Matching the properties of the variable and distribution | Vose Software

Matching the properties of the variable and distribution

See also: Fitting distributions to data, Fitting in ModelRisk, Analyzing and using data

Before attempting to fit a probability distribution to a set of observed data, you should first consider the properties of the variable in question. The properties of the distribution or distributions chosen to be fitted to the data should match those of the variable being modelled. Distribution fitting software have made fitting distributions to data very easy and removed the perceived need for any in-depth statistical knowledge.
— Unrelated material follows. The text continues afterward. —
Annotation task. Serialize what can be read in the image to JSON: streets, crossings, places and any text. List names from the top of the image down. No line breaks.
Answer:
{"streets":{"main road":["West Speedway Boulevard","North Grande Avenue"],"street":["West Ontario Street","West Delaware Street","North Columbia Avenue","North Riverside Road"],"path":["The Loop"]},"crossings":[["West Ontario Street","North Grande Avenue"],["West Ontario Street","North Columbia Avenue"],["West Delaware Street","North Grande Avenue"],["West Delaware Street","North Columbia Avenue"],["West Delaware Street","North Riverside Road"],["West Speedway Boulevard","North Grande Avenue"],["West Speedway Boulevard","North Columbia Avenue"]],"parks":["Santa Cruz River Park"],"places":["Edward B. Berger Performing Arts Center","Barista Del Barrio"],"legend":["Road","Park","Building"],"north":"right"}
These products can be useful but, through their automation and ease of use, inadvertently encourage the user to attempt fits to wholly inappropriate distributions. It is therefore worth considering the following points before attempting a fit:

Is the variable to be modelled discrete or continuous?

A discrete variable may only take certain specific values, for example the number of bridges along a motorway, but a measurement such as the volume of tarmac, for example, is continuous. A variable that is discrete in nature is usually, but not always, best fitted to a discrete distribution. A very common exception is where the increment between contiguous allowable values is insignificant compared with the range that the variable may take. For example, consider a distribution of the number of people using the London Underground on any particular day. Although there can only be a whole number of people using the Tube, it is easier to model this number as a continuous variable since the number of users will number in the millions and there is little importance and considerable practical difficulty in recognizing the discreteness of the number.

In certain circumstances, discrete distributions can be very closely approximated by continuous distributions for large values of x. If a discrete variable has been modelled by a continuous distribution for convenience, its discrete nature can easily be put back into the risk analysis model by using the ROUND(...,0) function in Excel

The reverse of the above, however, never occurs, i.e. data from a continuous variable is always fitted to a continuous distribution and never a discrete distribution.

Does the theoretical range of the variable match that of the fitted distribution?

The fitted distribution should, within reason, cover the range over which the variable being modelled may theoretically extend. If the fitted distribution extends beyond the variable's possible range, a risk analysis model will produce impossible scenarios, although ModelRisk's VoseXBounds and VosePBounds functions can be used to reduce the distribution's range. If the distribution fails to extend over the entire possible range of the variable, the risk analysis will not reflect the true uncertainty of the problem. For example, data on the oil saturation of a hydrocarbon reserve should be fitted to a distribution that is bounded at zero and 1 since values outside that range are nonsensical. It may turn out that a Normal(0.2,0.03) distribution, for example, fits the data far better than any other shape but, of course, it extends from - to +. In order to ensure that the risk analysis only produces meaningful scenarios, the Normal distribution would be truncated in the risk analysis model at zero and 1 by using VoseNormal(0.2,0.03,,VoseXBounds(0,1)).

Note that a correctly fitted distribution will usually cover a range that is greater than that displayed by the observed data. This is quite acceptable because data are rarely observed at the theoretical extremes for the variable in question.

Is this variable independent of other variables in the model?

The variable may be correlated with, or a function of, another variable within the model. It may also be related to another variable outside the model but which, in turn affects a third variable within the risk analysis model. The figures illustrate a couple of examples:

In this example a high street bank's revenue is modelled as a function of the interest and mortgage rates, among other things. The mortgage rate is correlated to the interest rate since the interest rate largely defines what the mortgage rate is to be. This relationship must be included in the model to ensure that the simulation will only produce meaningful scenarios. There are two approaches to modelling such dependency relationships:

1)     Determine distributions for the mortgage and interest rates based on historical data and then correlate the sampling from these distributions during simulation.

2)     Determine the distribution of interest rate from historical data and a (stochastic) functional relationship with the mortgage rate.

Method 1 is tempting because of its simple execution, but method 2 offers greater opportunity to reproduce any observed relationship between the two variables.

In this second example, a construction sub-contractor is calculating her bid price to supply labour for a roofing job. The choice of roofing material has not yet been decided and this uncertainty has implications for the person-hours that will be needed to construct the roofing timbers and to lay the roof. There is therefore an indirect dependency between these two variables that could easily have been missed, had she not looked outside the immediate components of her cost calculation. Missing this correlation would have resulted in an underestimation of the spread of the subcontractor's cost and potentially could have lead her to quote a price that exposed her to significant loss. Correlation and dependency relationships form a vital part of many risk analyses. Several techniques to model correlation and dependencies between variables are discussed here.